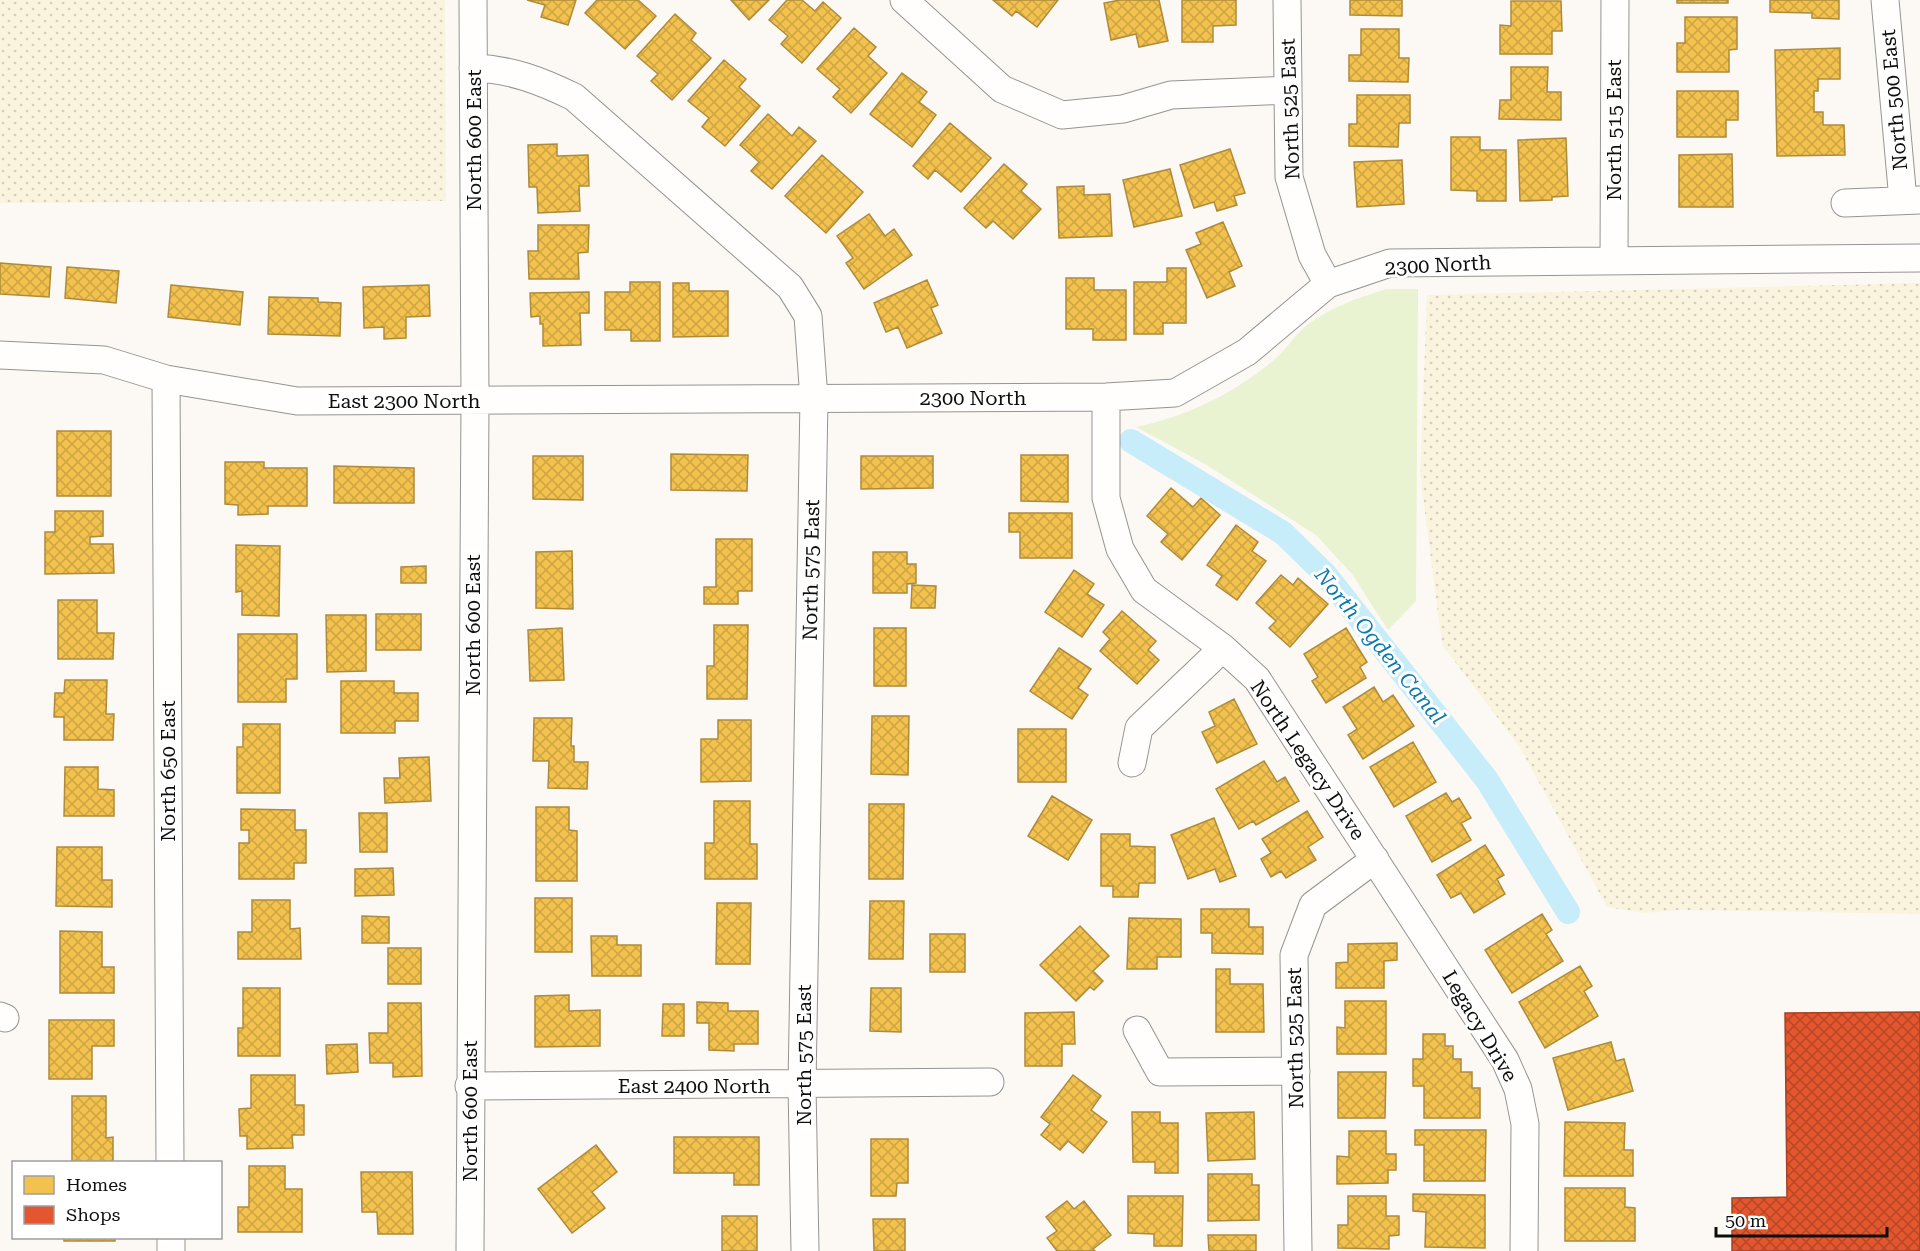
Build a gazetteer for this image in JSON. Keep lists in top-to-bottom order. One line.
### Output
{"streets":{"street":["North 500 East","North 525 East","North 515 East","North 600 East","2300 North","East 2300 North","North 575 East","North Legacy Drive","North 650 East","Legacy Drive","East 2400 North"]},"crossings":[["North 525 East","2300 North"],["North 525 East","North Legacy Drive"],["North 515 East","2300 North"],["North 600 East","East 2300 North"],["North 600 East","North 575 East"],["North 600 East","East 2400 North"],["2300 North","East 2300 North"],["2300 North","North 575 East"],["2300 North","North Legacy Drive"],["East 2300 North","North 575 East"],["East 2300 North","North 650 East"],["North 575 East","East 2400 North"],["North Legacy Drive","Legacy Drive"]],"water":["North Ogden Canal"],"legend":["Homes","Shops"],"scale_bar":"50 m"}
····················
## THE PROBLEM
Reproduce the data exactly as it appears above. Pictures are to be left out.

## SOLUTION TO THIS PROBLEM
Build a gazetteer for this image in JSON. Keep lists in top-to-bottom order. One line.
### Output
{"streets":{"street":["North 500 East","North 525 East","North 515 East","North 600 East","2300 North","East 2300 North","North 575 East","North Legacy Drive","North 650 East","Legacy Drive","East 2400 North"]},"crossings":[["North 525 East","2300 North"],["North 525 East","North Legacy Drive"],["North 515 East","2300 North"],["North 600 East","East 2300 North"],["North 600 East","North 575 East"],["North 600 East","East 2400 North"],["2300 North","East 2300 North"],["2300 North","North 575 East"],["2300 North","North Legacy Drive"],["East 2300 North","North 575 East"],["East 2300 North","North 650 East"],["North 575 East","East 2400 North"],["North Legacy Drive","Legacy Drive"]],"water":["North Ogden Canal"],"legend":["Homes","Shops"],"scale_bar":"50 m"}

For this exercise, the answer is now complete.